Wayne Alarm builds out AES Network Company expands with small acquisitions

LYNN, Mass.—Driving up to Wayne Alarm Systems it's hard to miss the 340-foot tower, which supports the company's AES mesh radio network.

Paul Silva, Wayne Alarm customer service manager, lauded the AES network, which currently has about 850 radios set up. “It's something that we're very happy to be a part of. It has proven to be a very reliable technology,” he told Security Systems News.

Wayne is expanding its AES network to Nantucket, off the coast of Cape Cod, where it has done business since 2012. The AES network on the island will be connected with the mainland by September.

Security Systems News visited Wayne Alarm in July.
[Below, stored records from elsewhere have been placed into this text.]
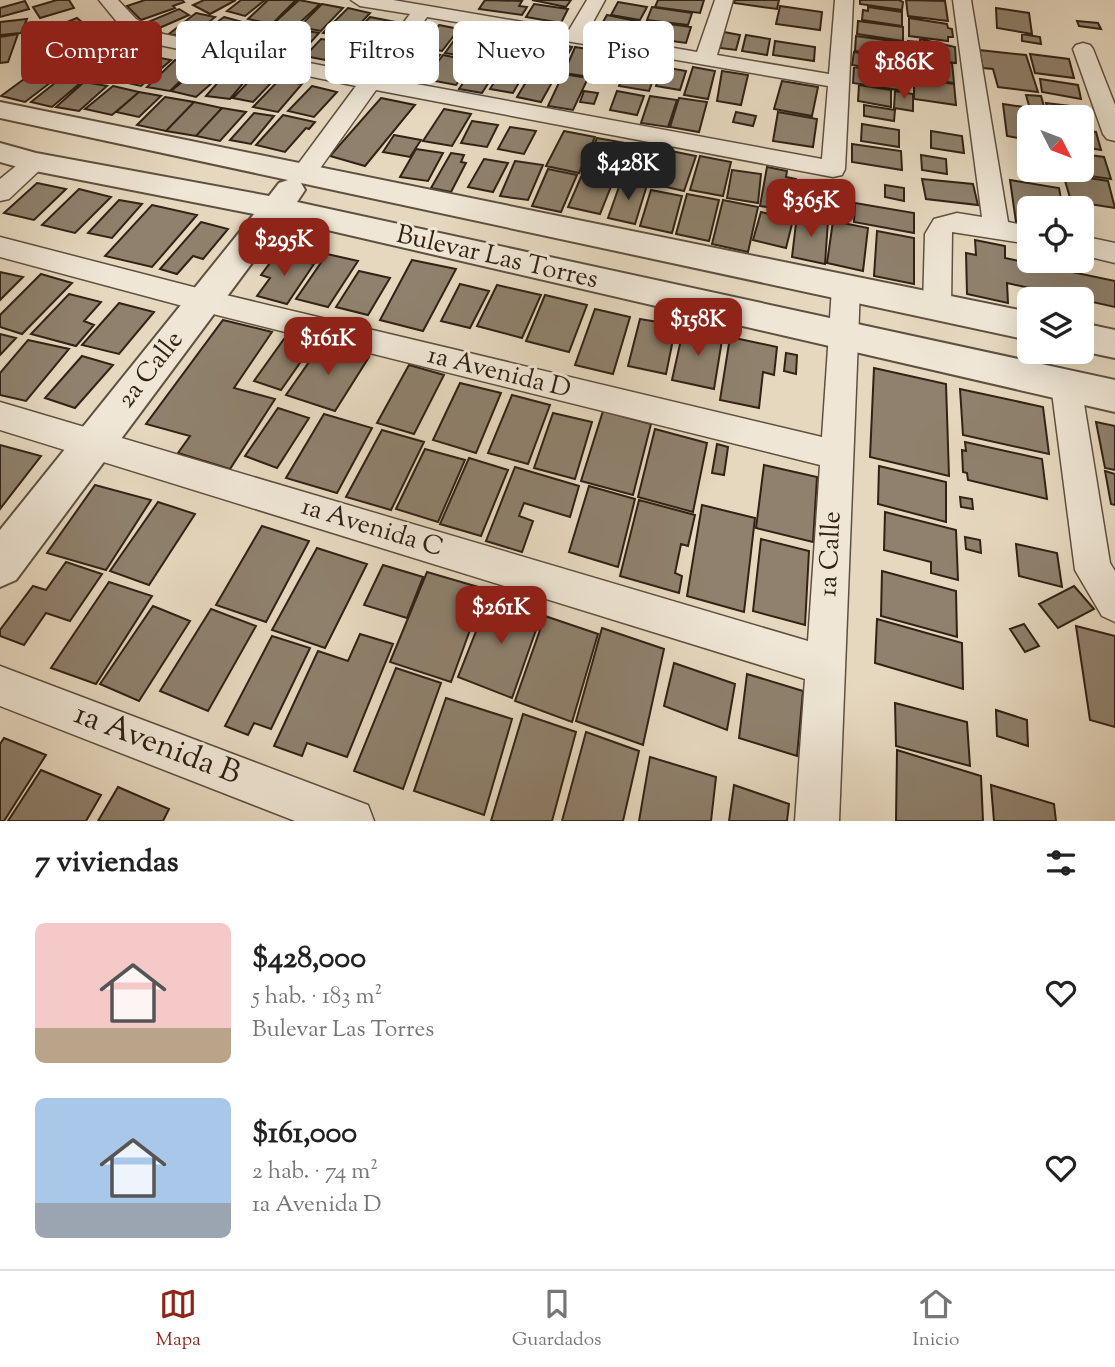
<!DOCTYPE html>
<html lang="es">
<meta charset="utf-8">
<style>
:root{--surface:#fff;--page:#f6f6f6;--text:#222;--muted:#767676;--line:#e0e0e0;--accent:#8f2418}
body{margin:0;font-family:"Sorts Mill Goudy",serif;background:var(--page);color:var(--text);height:100vh;display:flex;flex-direction:column;font-size:26px;white-space:nowrap}
*{box-sizing:border-box;margin:0}
p{font-size:23px;color:var(--muted)}
.icon{flex:none;width:38px;height:38px;fill:none;stroke:currentColor;stroke-width:2;stroke-linecap:round;stroke-linejoin:round}
.map{position:relative;height:821px;overflow:hidden}
.side{display:flex;flex-direction:column;background:var(--surface);flex:1}
.side>*{flex:none}
.banner{position:absolute;left:21px;top:21px;width:700px;height:63px;display:flex;gap:14px}
.needle{width:46px;rotate:132deg}
.fabs{position:absolute;left:1017px;top:105px;display:grid;gap:14px}
.fabs a{display:grid;place-items:center;width:77px;height:77px;border-radius:10px;background:var(--surface);box-shadow:0 7px 28px #0002;font-size:35px}
.price{position:absolute;translate:-50% -60px;padding:0 16px;border-radius:14px;background:var(--accent);color:#fff;font-size:23px;line-height:46px;filter:drop-shadow(0 2px 4px #0008)}
.price::after{content:'';position:absolute;left:50%;top:42px;width:21px;height:16px;margin-left:-10px;background:inherit;clip-path:polygon(0 0,100% 0,50% 100%)}
.price.active{background:#222;color:#fff}
ul{padding:0;list-style:none}
li{display:flex;align-items:center;gap:21px;height:175px;padding:0 35px}
li span{display:grid;place-items:center;flex:none;width:196px;height:140px;border-radius:10px;color:#555}
li>.icon{margin-inline-start:auto}
span .icon{width:84px;height:84px;fill:#fffc;stroke-width:1}
li b{font-size:30px}
h2{display:flex;justify-content:space-between;align-items:center;height:84px;padding:0 35px;font-size:30px}
.pill{padding:0 24px;border-radius:10px;background:var(--surface);box-shadow:0 7px 28px #0002;font-size:24px;line-height:63px}
.pill.active{background:var(--accent);color:#fff}
.menu{display:flex;justify-content:space-around;align-items:center;height:98px;border-top:2px solid var(--line);background:var(--surface);font-size:19px;color:var(--muted)}
.menu a{display:grid;justify-items:center;gap:4px}
.menu .active{color:var(--accent)}
.map>svg:first-child{display:block}
</style>
<div class="map">
<svg width="1115" height="821" viewBox="0 0 1115 821">
<rect width="100%" height="100%" fill="#e6d8bf"/>
<filter id="stains"><feTurbulence type="fractalNoise" baseFrequency=".00286" numOctaves="4"/><feColorMatrix values="0 0 0 0 .2 0 0 0 0 .09 0 0 0 0 .02 0 0 0 .5 -.17"/></filter>
<radialGradient id="worn" r=".72"><stop offset=".6" stop-color="#630" stop-opacity="0"/><stop offset="1" stop-color="#630" stop-opacity=".3"/></radialGradient>
<!-- building -->
<path fill="#8f816d" stroke="#312215" stroke-width="2" d="M57,0H69L74,8L40,18L33,7Z
M145,0H182L184,2L173,6L175,8L141,20L127,6Z
M204,0H236L210,14L193,5Z
M241,0H265L245,16L227,11Z
M268,0H296L272,24L248,19Z
M299,0L320,4L295,27L274,23Z
M485,0L522,1L519,6L527,7L522,15L479,9Z
M532,0H571L566,7Z
M658,0H704L700,13L655,7Z
M735,0H779L777,9L734,3Z
M860,0H899L903,2L902,10L860,4Z
M906,0L945,1L948,21L908,16Z
M25,1L29,9L0,17V8Z
M618,2L647,7L640,20L611,15Z
M322,4L343,8L321,31L299,27Z
M534,4L568,9L561,23L526,17Z
M780,6L822,12L820,30L776,24Z
M652,7L692,13L688,25L647,20Z
M868,7L902,12V26L862,20L863,10L868,11Z
M348,8L370,13L347,38L323,33Z
M996,8L1029,13L1032,34L997,28Z
M179,9L189,15L157,29L148,22Z
M196,13L215,17L190,38L169,34Z
M607,15L641,22L633,35L599,29Z
M224,17L242,22L212,45L193,40Z
M370,17L395,22L375,44L349,39Z
M77,18L89,28L52,44L40,33Z
M909,18L947,24L948,28L952,29L953,37H948V41L909,36Z
M27,19L21,33L0,35V22Z
M648,21L691,27L686,43L642,37Z
M858,21L903,27V41L857,34Z
M1077,21L1098,23L1101,29L1079,26Z
M241,22L268,25L244,52L217,48Z
M439,25L459,29L442,51L422,47Z
M273,27L292,30L269,54L249,50Z
M296,29L319,33L295,60L271,56Z
M462,29L485,33L469,57L445,53Z
M92,30L106,40L75,53L62,43Z
M724,32L740,35L736,50L720,48Z
M18,34L8,62L0,63V37Z
M490,34L515,38L496,65L471,60Z
M1022,34L1040,37L1041,44L1022,41Z
M746,35L770,39L767,55L742,51Z
M856,36L899,42V58L855,51Z
M519,38L543,42L527,68L503,64Z
M321,39L340,42L325,60L305,56Z
M920,39L955,47L956,63L908,56V41L920,42Z
M350,41L378,47L358,68L329,62Z
M775,41L815,47L814,61L773,55Z
M104,42L120,48L95,63L79,58Z
M547,42L572,47L557,74L531,70Z
M575,47L600,51L590,77L564,73Z
M128,48L149,55L106,83L55,65L71,55L104,66Z
M415,50L440,55L423,78L396,73Z
M979,50L1026,55L1038,92L998,87L993,69L983,68Z
M602,52L628,56L617,82L590,78Z
M854,52L907,60V74L852,65Z
M1030,54L1069,59L1074,78L1035,73Z
M443,55L473,61L456,85L425,79Z
M150,56L171,60L141,86L119,81Z
M630,57L660,61L649,91L619,86Z
M910,58L952,63L954,83L911,77Z
M175,60L199,63L170,91L147,87Z
M205,63L228,69L196,97L171,91Z
M476,64L498,68L482,93L459,89Z
M663,67L686,71L680,90L656,86Z
M693,67L715,71L708,99L684,95Z
M854,67L905,75V91L853,83Z
M503,68L525,72L513,93L490,89Z
M35,71L59,76L25,102L1,96Z
M722,71L748,75L741,105L717,101Z
M227,72L250,75L230,99L206,96Z
M532,72L555,77L541,102L517,97Z
M563,74L588,78L573,110L548,106Z
M65,75L85,79L52,107L31,102Z
M252,78L272,82L253,102L233,98Z
M914,78L954,84L956,105L914,99Z
M1040,79L1078,85L1081,99L1042,92Z
M279,80L302,84L278,112L253,107Z
M782,81L818,87L812,116L774,109Z
M84,82L107,86L79,111L56,107Z
M859,85L891,90V107L858,101Z
M113,86L139,92L112,115L85,109Z
M312,86L337,92L314,117L288,111Z
M584,91L598,93L594,104L580,102Z
M617,91L644,96L637,115L610,110Z
M895,91L913,94V111L894,108Z
M139,92L161,96L139,117L116,112Z
M1026,95L1041,96L1047,117L1032,116Z
M650,96L677,100L668,127L641,123Z
M165,97L194,102L166,131L137,125Z
M381,98L415,105L365,166L330,156Z
M679,98L707,102L699,132L670,127Z
M194,102L222,108L196,136L166,131Z
M1046,103L1086,108L1092,125L1082,124V117H1050Z
M1003,104L1024,107L1026,118H1029V140L1007,136Z
M864,105L895,110L894,121L864,116Z
M222,108L246,112L220,141L196,136Z
M444,109L471,114L452,146L423,141Z
M736,112L756,116L753,126L733,122Z
M778,112L817,119L813,147L773,141Z
M254,113L274,116L251,144L230,140Z
M283,115L315,122L309,129L306,128L285,152L256,145Z
M472,121L498,125L487,147L461,143Z
M862,124L899,130V147L861,141Z
M510,127L536,131L524,154L498,149Z
M1082,130L1096,132L1101,150L1082,147Z
M564,131L595,137L579,173L546,166Z
M931,131L962,136L964,153L931,148Z
M394,135L421,140L410,157L383,152Z
M597,138L625,143L611,176L583,170Z
M852,144L901,151L902,170L852,162Z
M629,145L663,150L653,181L619,175Z
M416,149L443,153L428,181L400,177Z
M671,151L696,156L684,191L658,185Z
M451,153L464,155L461,162L466,163L451,192L431,188Z
M1082,154L1104,157L1111,179L1062,172V170H1082Z
M921,155L946,159L947,174L922,170Z
M700,156L731,162L723,196L690,190Z
M484,159L508,163L493,192L468,187Z
M515,161L543,165L528,200L500,196Z
M767,167L787,171L786,177L796,179L792,211L760,206Z
M548,169L577,175L561,212L532,206Z
M732,170L761,174L758,203L727,198Z
M1063,174L1108,181L1115,208L1071,201Z
M581,177L612,184L600,214L568,207Z
M922,179L973,184L978,205L926,199Z
M1010,180L1059,188L1062,204L1066,208H1029V224L1016,222Z
M621,181L647,185L635,224L608,218Z
M37,183L66,189L34,220L4,213Z
M885,185L904,188V201L885,197Z
M79,189L111,197L75,233L42,225Z
M651,190L682,196L672,233L640,226Z
M687,194L719,200L709,241L676,234Z
M119,200L142,204L112,238L88,233Z
M723,200L758,207L748,252L712,244Z
M855,203L914,213V233L854,222Z
M152,205L197,215L152,267L105,256Z
M761,212L793,220L786,248L753,240Z
M797,215L828,221L825,264L792,257Z
M833,221L868,228L863,271L827,263Z
M201,222L228,229L203,259L193,256L177,274L160,269Z
M877,231L914,238V284L874,276Z
M975,240L1005,246V258L1115,281V307L1007,283L1008,303L967,294L966,253L976,255Z
M295,244L316,249L309,259L288,254Z
M327,254L358,261L328,307L296,299Z
M276,255L314,264L287,304L257,296L270,278L261,275Z
M412,260L456,269L423,331L380,320Z
M359,271L390,278L368,315L336,307Z
M0,272L23,277L0,300Z
M41,274L72,283L22,334L0,327V315Z
M460,284L489,291L470,328L441,321Z
M497,285L541,295L522,338L477,326Z
M69,294L101,302L84,321L94,325L76,346L31,334Z
M545,295L587,305L569,352L526,341Z
M119,303L154,312L119,354L82,345Z
M595,309L630,317L613,374L575,365Z
M640,319L676,325L666,374L628,366Z
M223,320L272,332L234,388L275,399L230,469L178,453L190,436L146,424Z
M684,326L723,334L714,389L672,380Z
M0,334L16,338L0,355Z
M730,337L777,347L774,375L763,372L759,408L720,400Z
M284,339L311,347L281,390L254,381Z
M28,340L69,349L26,401L0,395V373Z
M323,342L369,357L335,411L286,395Z
M786,353L797,355L796,374L784,371Z
M82,356L113,365L75,408L45,398Z
M409,365L444,375L414,434L377,423Z
M874,368L946,384L949,476L870,457Z
M460,383L501,393L476,453L433,440Z
M960,389L1043,407L1049,454L963,435Z
M512,395L550,405L528,464L488,453Z
M278,408L309,418L277,468L245,456Z
M603,411L651,424L633,495L581,481Z
M553,413L592,422L575,479L534,468Z
M324,414L372,428L337,493L286,478Z
M1096,422L1115,426V470L1105,468Z
M655,429L707,443L693,512L638,497Z
M382,430L424,442L391,510L346,497Z
M965,442L1042,459L1047,499L968,480L967,473L963,472L962,450L966,451Z
M717,444L728,447L724,475L712,473Z
M0,445L41,456L0,509Z
M425,449L465,460L438,522L396,509Z
M469,458L508,470L481,536L440,524Z
M764,465L817,477L813,542L756,528Z
M879,466L946,482V522L878,504Z
M515,467L579,486L570,517L524,503L519,516L533,521L522,552L486,541Z
M1105,471L1115,474V505L1111,504Z
M95,485L151,500L106,570L47,553Z
M589,486L635,499L618,567L569,552Z
M960,497L972,499L973,509L961,507Z
M639,500L695,515L688,546L681,544L675,573L682,576L679,593L620,576Z
M158,502L195,514L149,585L110,571Z
M702,505L755,518L744,612L687,596Z
M885,512L956,530L958,580L931,573V562L884,550Z
M262,526L309,541L266,622L216,605Z
M965,537L980,540L981,553L966,549Z
M761,539L809,551L805,625L753,611Z
M1016,544L1057,553L1062,587L1019,576Z
M317,548L367,564L325,648L272,630Z
M66,562L102,574L70,621L46,613L24,645L0,636V630L33,586L46,590Z
M383,565L423,577L407,618L364,605Z
M882,571L956,591L957,637L881,616Z
M427,572L485,589L451,682L390,662Z
M109,582L152,596L96,684L51,668Z
M1074,586L1094,609L1058,628L1039,604Z
M490,596L542,613L512,698L458,677Z
M153,606L190,621L139,701L100,684Z
M211,609L256,626L208,711L160,691Z
M545,616L598,634L572,722L515,701Z
M877,619L962,643L963,689L875,663Z
M1024,624L1039,646L1025,652L1010,629Z
M1076,626L1115,636V727L1090,720Z
M602,628L664,649L643,745L576,721Z
M360,634L393,644L347,757L307,743L302,756L274,746L318,651L348,661Z
M272,636L310,648L271,729L254,723L248,735L225,726Z
M674,663L735,684L727,730L664,706Z
M396,668L441,683L403,789L354,771Z
M747,674L803,691L797,756L739,738Z
M446,698L512,719L484,815L414,791Z
M895,703L967,722L970,766L896,746Z
M996,710L1027,720L1028,746L997,736Z
M523,714L576,732L552,821H491Z
M586,732L639,751L623,821H562Z
M4,738L46,755L4,821H0V744Z
M897,750L981,776L983,821H896Z
M650,757L716,777L711,821H639Z
M41,770L101,795L86,821H8Z
M734,785L789,804L787,821H729Z
M991,785L1054,804L1056,821H994Z
M118,787L169,809L163,821H98Z"/>
<g fill="none" stroke-linecap="round" stroke-linejoin="round">
<!-- minor casing -->
<g stroke="#5e5040" stroke-width="3">
<path id="minor" d="M99,0H118L136,19L163,34L365,74L410,14L360,6L351,0H393L569,30L587,0H605L587,33L697,52L715,0H733L717,55L829,74L835,0H853L845,169L842,175L833,177L376,90L311,181L302,183L293,181L290,175L356,86L150,43L122,28ZM427,17L828,86L822,159L384,78Z
M953,0H971L1008,222L1029,226V244L952,232L951,307L947,315L937,318L927,315L923,307L925,234L934,219L957,213L982,217Z
M1083,43L1090,45L1093,49L1115,105V141L1107,139L1103,134L1073,49L1076,45Z
M35,154L43,157L47,162L43,167L9,199L0,201V179L27,157Z
M1082,236L1115,243V263L1082,255Z
M0,237L205,290L822,437L832,288L836,281L846,278L856,281L860,288L839,821H795L805,679L0,430V402L808,641L820,465L205,312L0,257Z
M1066,372L1077,376L1081,385L1110,563L1115,571V622L1102,616L1075,570L1051,385L1055,376Z
M0,666L368,805L374,821H295L0,706Z"/>
</g>
<!-- tertiary casing -->
<g stroke="#5e5040" stroke-width="4">
<path id="tertiary" d="M0,102L1029,312V340L301,183L305,190L297,202L1115,380V412L284,220L16,580L0,587V530L254,214L25,169L0,162V143L36,153L269,196L279,183L288,180L0,118Z
M1082,323L1115,330V358L1082,351Z"/>
</g>
<!-- minor -->
<use href="#minor" fill="#efe6d5" fill-rule="evenodd"/>
<!-- tertiary -->
<use href="#tertiary" fill="#efe6d5" fill-rule="evenodd"/>
</g>
<g text-anchor="middle" dominant-baseline="central" stroke-width="6" stroke-linejoin="round" paint-order="stroke">
<!-- street labels -->
<g font-size="26" fill="#312215" stroke="#efe6d5">
<text transform="translate(497 258) rotate(13)">Bulevar Las Torres</text>
<text transform="translate(151 370) rotate(-52)">2a Calle</text>
<text transform="translate(499 373) rotate(14)">1a Avenida D</text>
<text transform="translate(372 528) rotate(17)">1a Avenida C</text>
<text transform="translate(831 554) rotate(-87)">1a Calle</text>
</g>
<!-- near-street labels -->
<g font-size="32" fill="#312215" stroke="#efe6d5">
<text transform="translate(157 745) rotate(21)">1a Avenida B</text>
</g>
</g>
<rect width="100%" height="100%" filter="url(#stains)"/>
<rect width="100%" height="100%" fill="url(#worn)"/>
</svg>
<div class="fabs">
<a><svg class="needle" viewBox="-14 -14 28 28"><path d="M0-13l5 13h-10z" fill="#e53935"/><path d="M0 13l5-13h-10z" fill="#767676"/></svg></a>
<a><svg class="icon" aria-label="locate" viewBox="0 0 24 24"><circle cx="12" cy="12" r="6"/><path d="M12 2v4M12 18v4M2 12h4M18 12h4"/></svg></a>
<a><svg class="icon" aria-label="layers" viewBox="0 0 24 24"><path d="M12 4l9 5-9 5-9-5zM3 14l9 5 9-5"/></svg></a>
</div>
<b class="price" style="left:904px;top:101px">$186K</b>
<b class="price active" style="left:628px;top:202px">$428K</b>
<b class="price" style="left:811px;top:239px">$365K</b>
<b class="price" style="left:284px;top:278px">$295K</b>
<b class="price" style="left:698px;top:358px">$158K</b>
<b class="price" style="left:328px;top:377px">$161K</b>
<b class="price" style="left:501px;top:646px">$261K</b>
<div class="banner">
<a class="pill active">Comprar</a>
<a class="pill">Alquilar</a>
<a class="pill">Filtros</a>
<a class="pill">Nuevo</a>
<a class="pill">Piso</a>
</div>
</div>
<section class="side">
<h2>7 viviendas<svg class="icon" aria-label="filters" viewBox="0 0 24 24"><path d="M4 7h16M4 17h16"/><circle cx="9" cy="7" r="2"/><circle cx="15" cy="17" r="2"/></svg></h2>
<ul>
<li><span style="background:linear-gradient(#f6c9c9 75%,#b9a48a 0)"><svg class="icon" aria-label="home" viewBox="0 0 24 24"><path d="M3 11l9-7 9 7M6 9v11h12V9"/></svg></span><div><b>$428,000</b><p>5 hab. · 183 m²</p><p>Bulevar Las Torres</p></div><svg class="icon" aria-label="heart" viewBox="0 0 24 24"><path d="M12 20l-8-8c-3-5 5-10 8-4 3-6 11-1 8 4z"/></svg></li>
<li><span style="background:linear-gradient(#a9c7e8 75%,#9aa5b1 0)"><svg class="icon" aria-label="home" viewBox="0 0 24 24"><path d="M3 11l9-7 9 7M6 9v11h12V9"/></svg></span><div><b>$161,000</b><p>2 hab. · 74 m²</p><p>1a Avenida D</p></div><svg class="icon" aria-label="heart" viewBox="0 0 24 24"><path d="M12 20l-8-8c-3-5 5-10 8-4 3-6 11-1 8 4z"/></svg></li>
</ul>
</section>
<nav class="menu">
<a class="active"><svg class="icon" aria-label="map" viewBox="0 0 24 24"><path d="M3 6l6-2 6 2 6-2v14l-6 2-6-2-6 2zM9 4v14M15 6v14"/></svg>Mapa</a>
<a><svg class="icon" aria-label="saved" viewBox="0 0 24 24"><path d="M7 4h10v16l-5-4-5 4z"/></svg>Guardados</a>
<a><svg class="icon" aria-label="home" viewBox="0 0 24 24"><path d="M3 11l9-7 9 7M6 9v11h12V9"/></svg>Inicio</a>
</nav>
The full-service company, based here, was started in 1972.

According to Brandon Freedman, Wayne's director of marketing, the company's story is a unique one. Ralph Sevinor, Wayne Alarm Systems president, experienced a break-in at his family's home, leading him to install his first alarm system at the age of 12. Four years later, he opened DBA Wayne Alarm, running the business from his parents' basement.

Wayne's main footprint is Boston and its surrounding areas, Jeff Kahn, Wayne COO, told SSN. “We've remained loyal to what we do; we're a local company.” The company also does wholesale monitoring for dealers around the country.

Wayne Alarms completes an average of two acquisitions a year, Kahn said. It has completed two purchases this year, adding on 500 accounts.

Kahn said the company is not actively looking for acquisitions, but stands ready for opportunities.

Employee education and training is a core value for the company, Kahn said. For example, 11 of Wayne's 91 employees attended ESX.

All new hires are exposed to each department. Kahn said. This could be shadowing an operator for a couple hours or spending a day with a service technician. “You've got to know how your piece fits into the puzzle," he said.

Incorporating ASAP to PSAP in its monitoring center is a major initiative for the company. The protocol will be in place in September. “It'll make [the monitoring center] quicker; it'll make it more accurate,” said Ralph Sevinor, Wayne Alarm Systems' president.

“For the past hundred years—[since about] 1874, when the phone was invented—we haven't really changed much [in terms of a] communications protocol. So, for the first time, [with ASAP to PSAP] we're now sending this information electronically; accuracy and speed are the key factors,” Sevinor said.

Wayne utilizes “newsletters, Facebook, Twitter … a lot of social media,” to stay in touch with customers, Sevinor said.

Sevinor even puts his home phone and cellphone numbers on customer newsletters. If customers are having a problem, he said, they should be able to contact the president of the company.

Wayne Alarm has a collection of antique alarm equipment, featured throughout hallways and the conference room. This collection includes a municipal network fire alarm receiving station (photo on left). The system dates back to the 1890s, Freedman said, and was in use until the 1970s.

Wayne Alarm culture includes events like a “Christmas in July” celebration this year, where holiday decorations were up for a week and a company-wide feast took place on July 23. The company also has an annual barbeque and softball games. “Anything just to get everyone together,” said Freedman.